A incrível viagem até ao delta do Okavango
Documentário da National Geographic leva-nos numa emocionante expedição que começa no delta do Okavango, no Botswana, até à nascente do rio Cuito, em Angola, e de volta outra vez. O filme resume uma aventura de quatro meses que nos desperta os sentidos e traz a certeza de que tudo está ligado neste Universo.

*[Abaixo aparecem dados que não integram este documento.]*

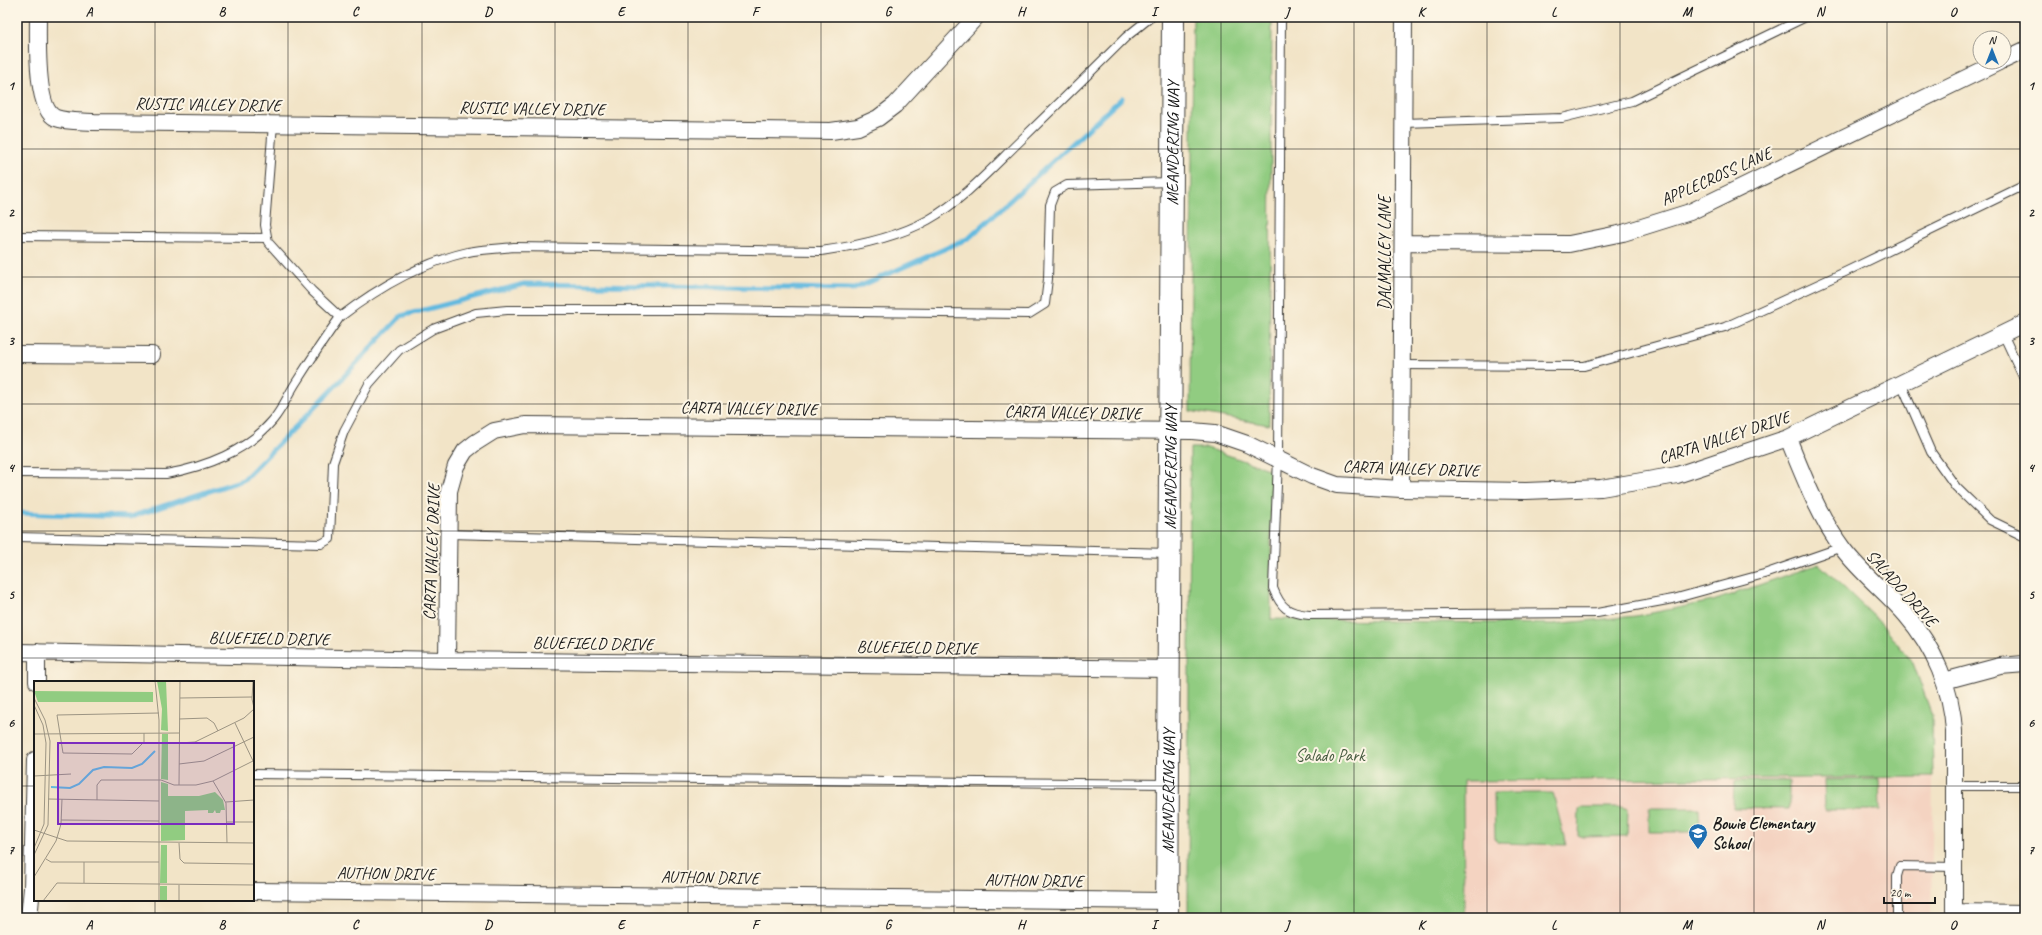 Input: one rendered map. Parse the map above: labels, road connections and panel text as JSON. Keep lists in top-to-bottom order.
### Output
{
  "streets": {
    "street": [
      "RUSTIC VALLEY DRIVE",
      "MEANDERING WAY",
      "APPLECROSS LANE",
      "DALMALLEY LANE",
      "CARTA VALLEY DRIVE",
      "SALADO DRIVE",
      "BLUEFIELD DRIVE",
      "AUTHON DRIVE"
    ]
  },
  "crossings": [
    ["MEANDERING WAY", "CARTA VALLEY DRIVE"],
    ["MEANDERING WAY", "BLUEFIELD DRIVE"],
    ["MEANDERING WAY", "AUTHON DRIVE"],
    ["APPLECROSS LANE", "DALMALLEY LANE"],
    ["DALMALLEY LANE", "CARTA VALLEY DRIVE"],
    ["CARTA VALLEY DRIVE", "SALADO DRIVE"],
    ["CARTA VALLEY DRIVE", "BLUEFIELD DRIVE"]
  ],
  "parks": ["Salado Park"],
  "places": {
    "school or university": ["Bowie Elementary School"]
  },
  "scale_bar": "20 m",
  "north": "top",
  "grid": {
    "columns": [
      "A",
      "B",
      "C",
      "D",
      "E",
      "F",
      "G",
      "H",
      "I",
      "J",
      "K",
      "L",
      "M",
      "N",
      "O"
    ],
    "rows": [
      "1",
      "2",
      "3",
      "4",
      "5",
      "6",
      "7"
    ]
  }
}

Vemos, ouvimos, sentimos e quase cheiramos um lugar onde ainda ninguém tinha chegado antes. O documentário “No Okavango”, produzido pela National Geographic, é sobre uma expedição inédita de um grupo de exploradores até à nascente do rio Cuito, em Angola, que alimenta o maior delta interno do mundo, o delta do Okavango, em Botswana. O filme de mais de uma hora estreou-se este fim-de-semana no Festival de Cinema Tribeca, em Nova Iorque, nos EUA. Dia após dia, a história avança devagar por terra e água. Há riso, choro, pés feridos, dança, silêncio, rugidos e vários barulhos animais, água, muita cor, fogo, sustos, perigo, solidão, muito arroz com feijão e outras peripécias. E, no fim, sobra a vontade de tentar agarrar um pedaço de água numa mão fechada, como faz o inesquecível guia Tumeletso “Water” Setlabosha.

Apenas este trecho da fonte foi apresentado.